Pendant la période aquitaine, la villa gallo-romaine fut démembrée en manses devenus des mas, et la décadence carolingienne (IXe-Xe s.) favorisa l’émergence de forts appelés pèiras ou ròcas : Concas, fort du Gas (Aubinh), Peirussa, Sant Joan d’Agremont, Corbièira, Najac, Sant Martin de Laguépia et le site du futur Còrdoas. Il s’agit souvent d’anciens caps-barrats ou d’oppida. Peirussa, Najac et Còrdoas deviendront de vrais villages castraux et des sites stratégiques pendant la Crosada contre les hérétiques “albigeois”.
En 1222, Còrdoas sera ainsi fondé à partir d’un castrum par le comte de Tolosa pour protéger ses fidèles. Ces trois sites seront cédés pour cinq ans au roi de France en garantie de la paix après la révolte du Toulousain (1242). Les Najagòls se révolteront à la mort de Raimond VII (1249) et, méfiant, le nouveau maître, frère du roi de France, y établira le donjon gothique et créera la bastida de Vilafranca (1252).
Au bâti militaire correspond un bâti religieux qui s’affirme dans l’art roman avec l’abbatiale de Concas (XIe-XIIe s.), le tympan (“Lo qu’a pas vist portal de Concas (…) a res vist.”), la majesté de santa Fe et autres trésors. Mais ce sont aussi les églises ou chapelles préromanes, comme celles du fort d’Aubinh, de Sant Joan d’Agremont et surtout Tolongèrgas avec ses peintures, ou les églises mixtes conjuguant roman et gothique, comme à Vilanòva (peintures jacquaires du XIVe s., dédicace gothique en occitan, à Aubinh (Christ roman, à Sant Remèsi… La première église paroissiale gothique du Rouergue est celle de Najac, construite, dans un style typiquement occitan, aux frais des Najagòls suspects de sympathies hérétiques (XIIIe s.).
La collégiale (la Grand’ Glèisa) de Vilafranca se rattache à ce gothique dit méridional. La chartreuse du XVe s. et la chapelle Sant Jacme complètent, avec des édifices civils, la série gothique, surtout à Vilafranca (dédicace occitane de l’ostal Rainald, XVe s.) et à Còrdoas. Le château Renaissance de Gravas, les hôtels du XVIe s., les chapelles des pénitents noirs (baroque) ou bleus (classique sont témoins des Guerres de Religion, de la révolte des crocants (1643) et de la Contre-Réforme (début du XVIIIe s.).

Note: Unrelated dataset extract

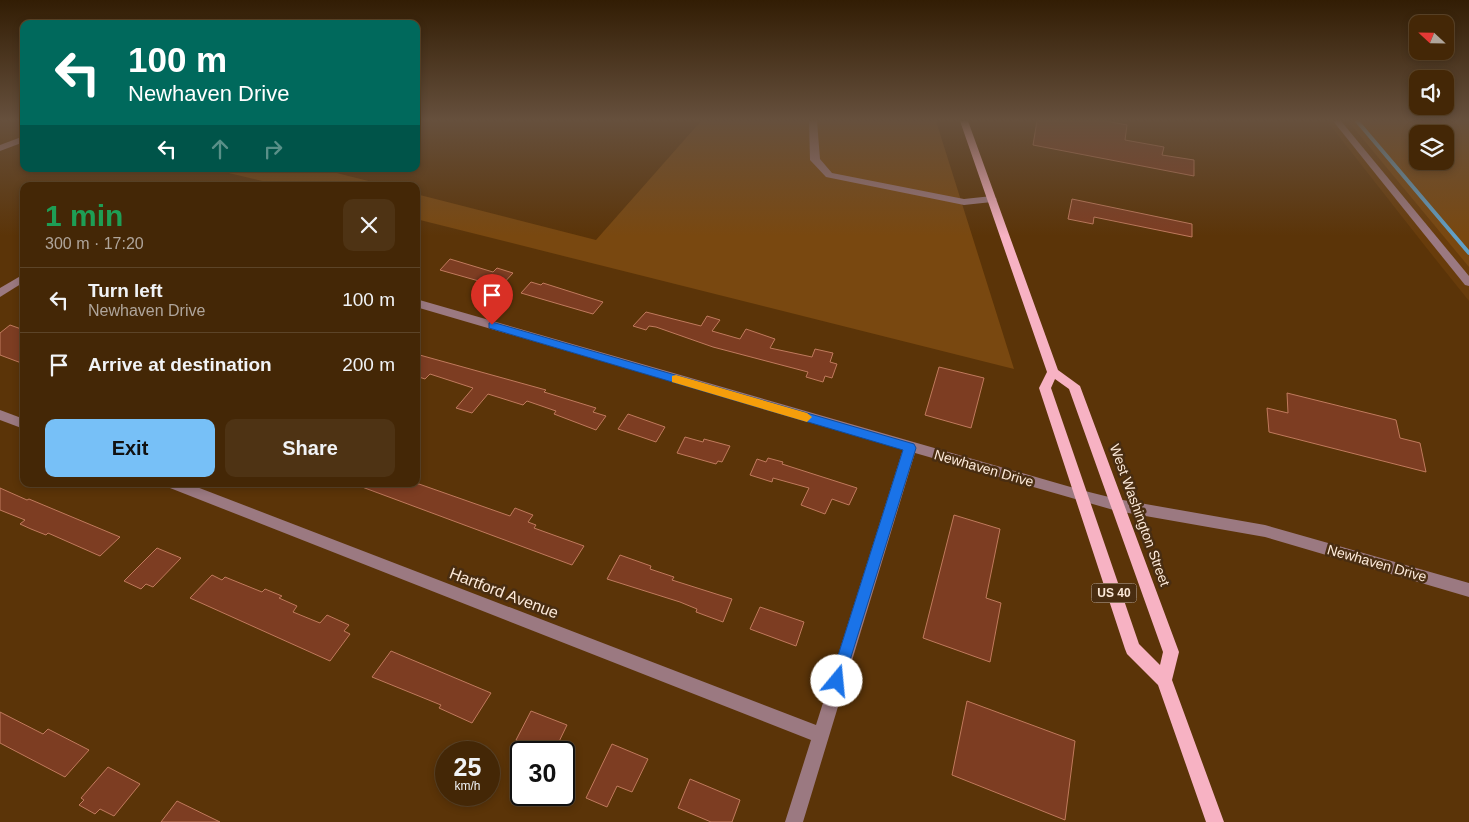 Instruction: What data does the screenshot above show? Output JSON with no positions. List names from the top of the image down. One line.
{"streets":{"main road":["West Washington Street","US 40"],"street":["Newhaven Drive","Hartford Avenue"]},"crossings":[["Newhaven Drive","West Washington Street"],["Newhaven Drive","US 40"],["West Washington Street","US 40"]],"north":"left","page":{"turn":["100 m","Newhaven Drive"],"heading":["1 min","300 m · 17:20"],"list":[{"name":"Turn left","note":"Newhaven Drive","value":"100 m"},{"name":"Arrive at destination","value":"200 m"}],"buttons":["Exit","Share"],"speed":"25 km/h","limit":"30"}}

L’architecture civile, c’est aussi l’aménagement de castelnòus (Najac), de salvetats (Vilanòva, Najac jusqu’au Borguet), puis des bastidas (Vilanòva, Najac par adjonction, et surtout Vilafranca). La Vila, avec ses quatre gachas (del Gas, de la Glèisa, de la Font / source, del Puèg), sa carrièira drecha, ses cantons, ses carrièirons, son grifol, ses gitats, son pont vièlh (ou dels cossols) et ses òrts est l’exemple même de la bastida qui a réussi.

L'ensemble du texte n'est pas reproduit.